• **EXERCISE DESCRIPTION**
Look for the string "read" in the listing. Copy each line that has it.

• **EXTRACTED MATERIAL**
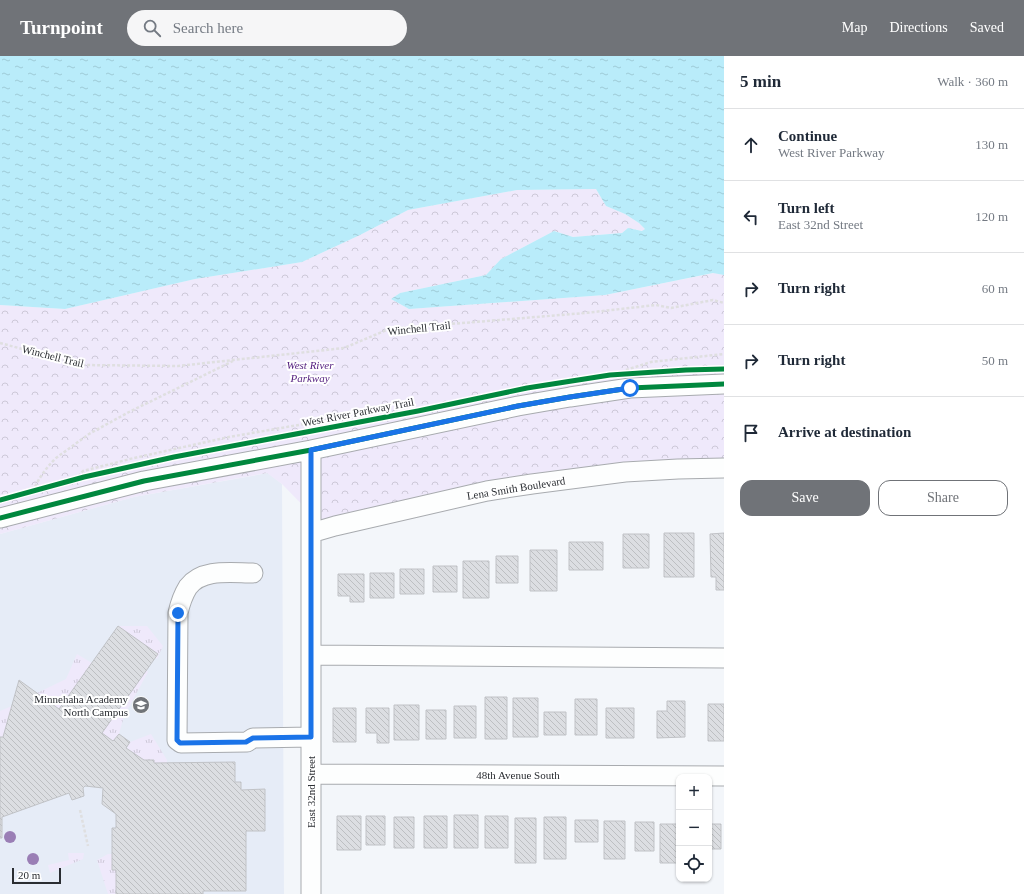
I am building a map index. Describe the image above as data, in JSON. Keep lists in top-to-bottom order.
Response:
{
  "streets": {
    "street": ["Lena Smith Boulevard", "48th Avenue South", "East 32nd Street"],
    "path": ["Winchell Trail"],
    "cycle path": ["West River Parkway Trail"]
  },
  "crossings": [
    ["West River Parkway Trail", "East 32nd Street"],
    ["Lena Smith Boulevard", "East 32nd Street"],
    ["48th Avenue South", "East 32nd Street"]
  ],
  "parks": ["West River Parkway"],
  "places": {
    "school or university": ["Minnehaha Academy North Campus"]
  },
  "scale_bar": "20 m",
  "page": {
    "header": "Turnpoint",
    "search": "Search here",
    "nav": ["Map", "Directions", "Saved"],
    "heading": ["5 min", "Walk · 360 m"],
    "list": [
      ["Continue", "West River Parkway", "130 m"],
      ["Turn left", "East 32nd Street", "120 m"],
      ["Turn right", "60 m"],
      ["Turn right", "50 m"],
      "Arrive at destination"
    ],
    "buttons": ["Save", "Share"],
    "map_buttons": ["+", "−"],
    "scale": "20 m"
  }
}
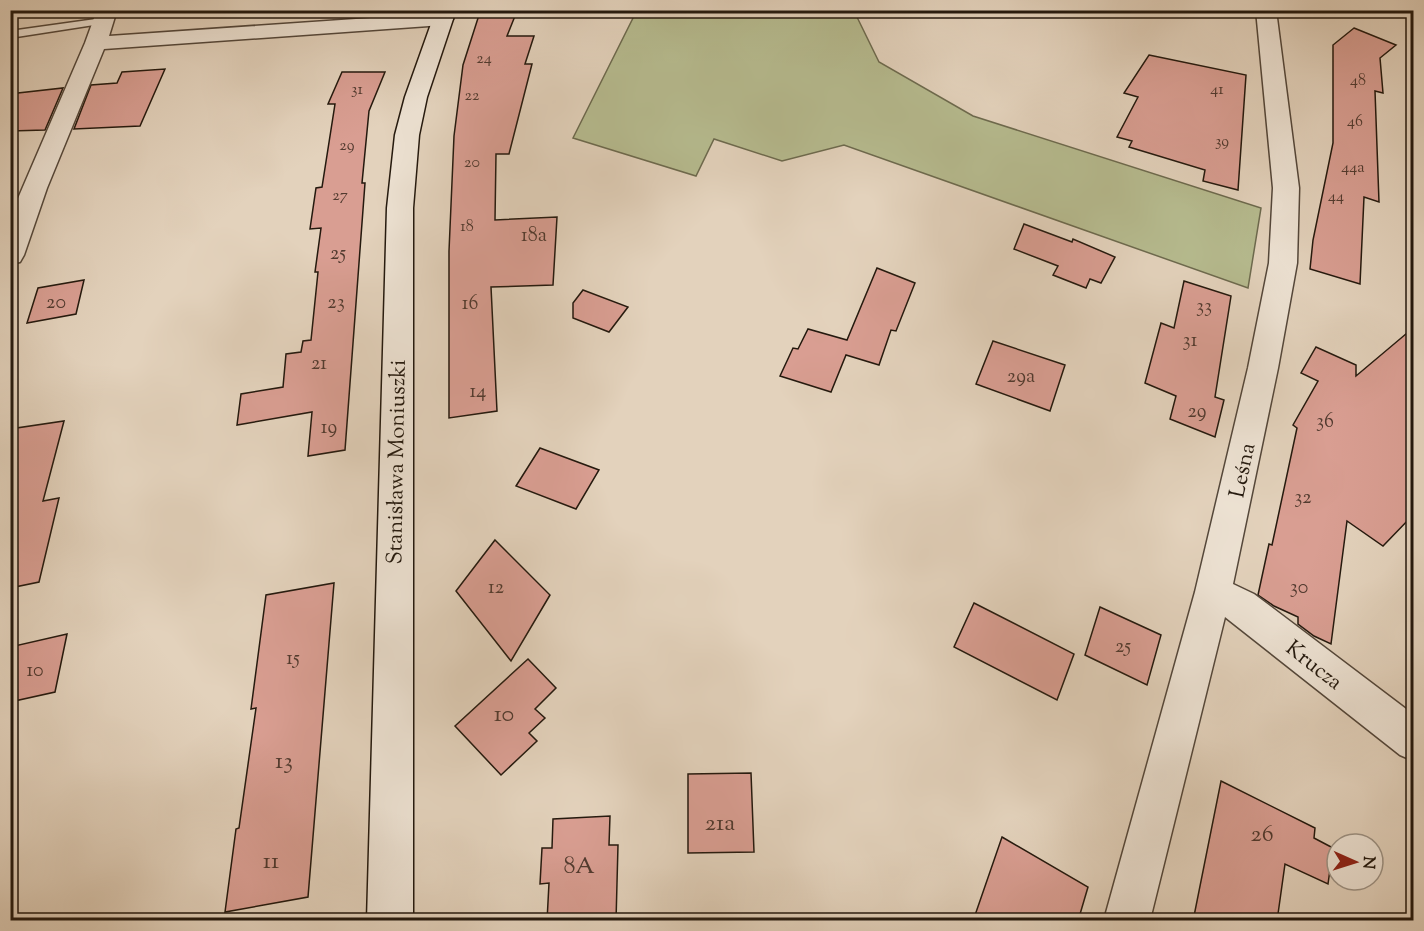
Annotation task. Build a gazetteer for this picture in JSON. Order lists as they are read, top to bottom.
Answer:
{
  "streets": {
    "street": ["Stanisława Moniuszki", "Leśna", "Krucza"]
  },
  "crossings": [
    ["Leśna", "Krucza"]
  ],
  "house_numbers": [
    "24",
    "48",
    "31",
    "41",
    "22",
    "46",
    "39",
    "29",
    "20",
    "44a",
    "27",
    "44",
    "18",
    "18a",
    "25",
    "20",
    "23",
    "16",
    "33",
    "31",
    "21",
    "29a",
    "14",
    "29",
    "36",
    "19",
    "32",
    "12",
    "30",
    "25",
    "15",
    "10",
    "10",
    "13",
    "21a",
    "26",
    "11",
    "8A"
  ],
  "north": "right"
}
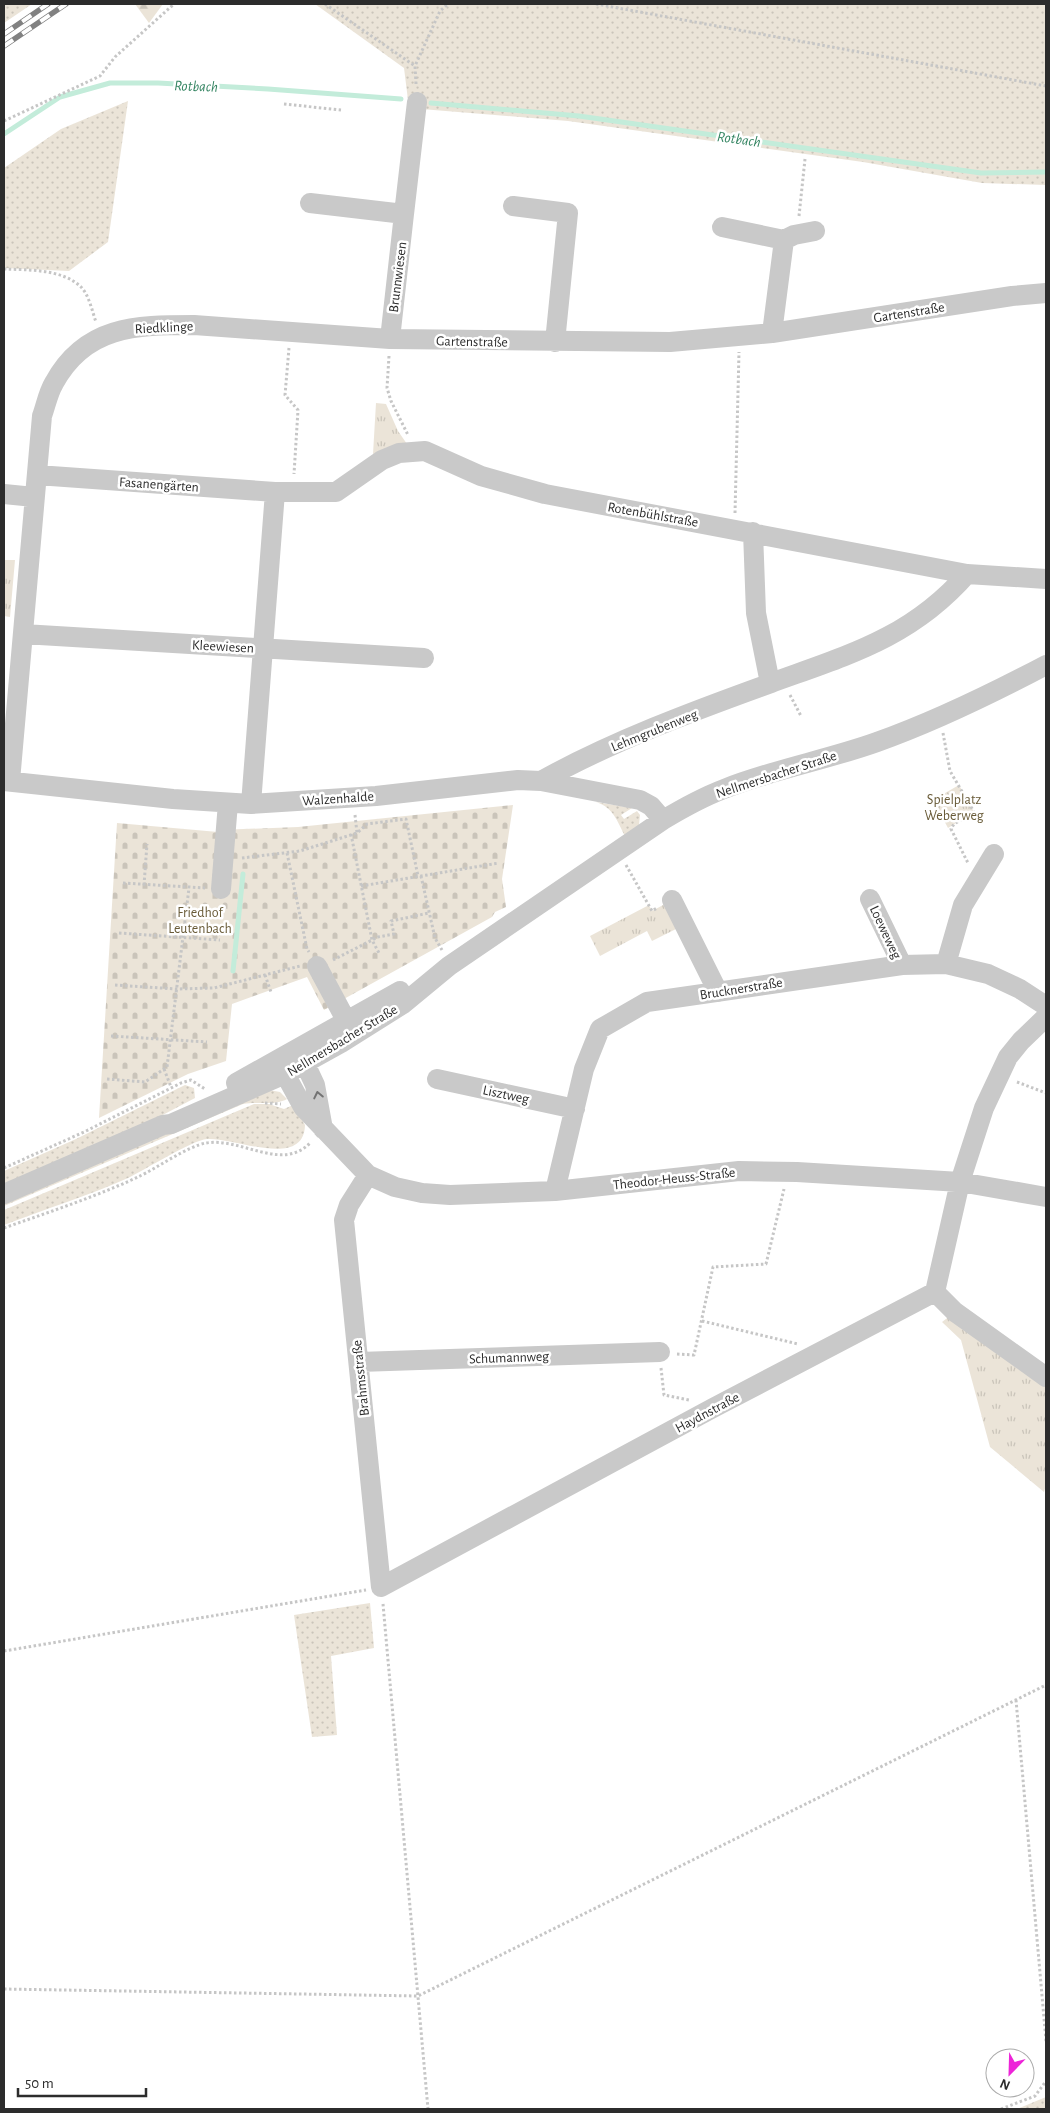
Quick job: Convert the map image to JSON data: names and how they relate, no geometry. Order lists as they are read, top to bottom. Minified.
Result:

==

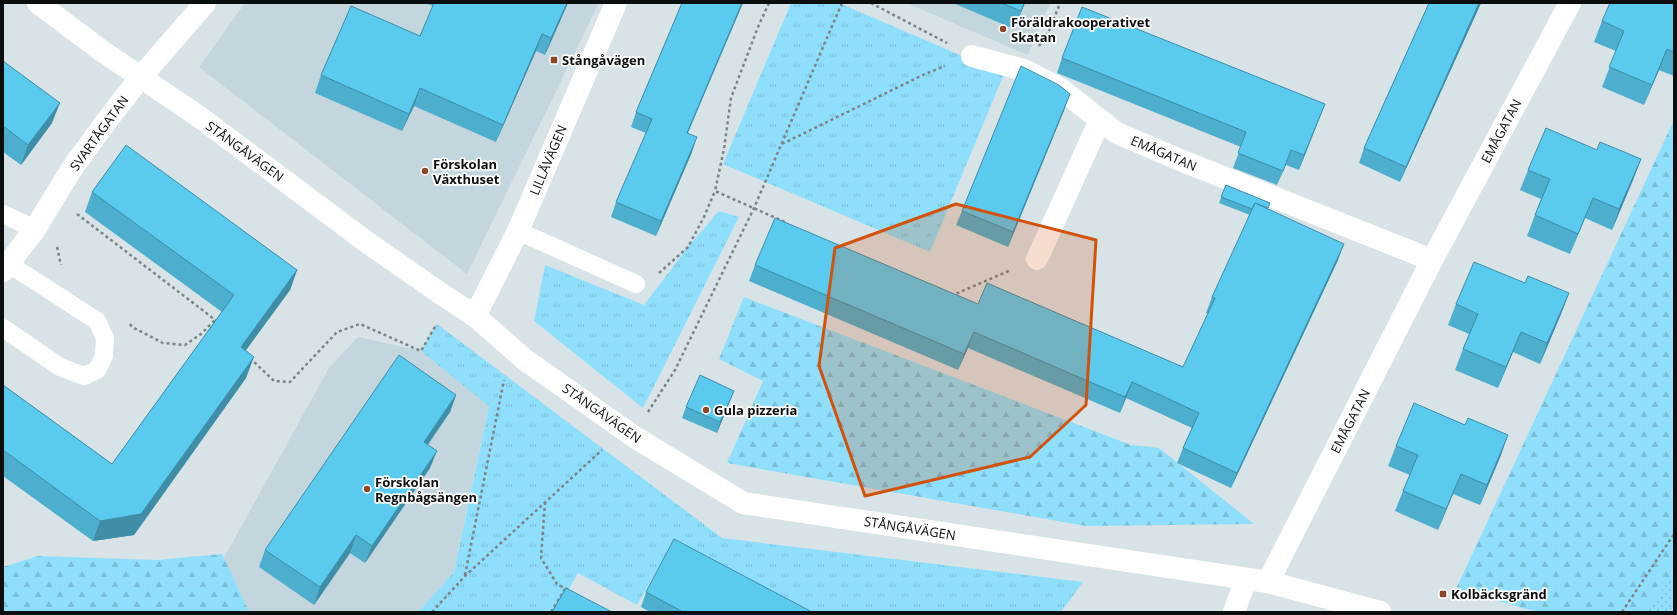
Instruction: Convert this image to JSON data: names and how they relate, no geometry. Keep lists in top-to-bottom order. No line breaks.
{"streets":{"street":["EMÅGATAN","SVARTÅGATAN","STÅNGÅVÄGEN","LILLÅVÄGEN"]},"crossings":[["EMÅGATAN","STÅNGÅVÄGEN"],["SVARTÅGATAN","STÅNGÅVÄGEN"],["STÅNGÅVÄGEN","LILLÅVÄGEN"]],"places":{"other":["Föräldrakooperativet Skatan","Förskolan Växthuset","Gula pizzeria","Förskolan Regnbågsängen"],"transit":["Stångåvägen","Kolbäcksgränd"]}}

• **WRITTEN ANSWER**
Annotation task. Build a gazetteer for this picture in JSON. Order lists as they are read, top to bottom.
Quick job: Convert the map image to JSON data: names and how they relate, no geometry. Order lists as they are read, top to bottom. Minified.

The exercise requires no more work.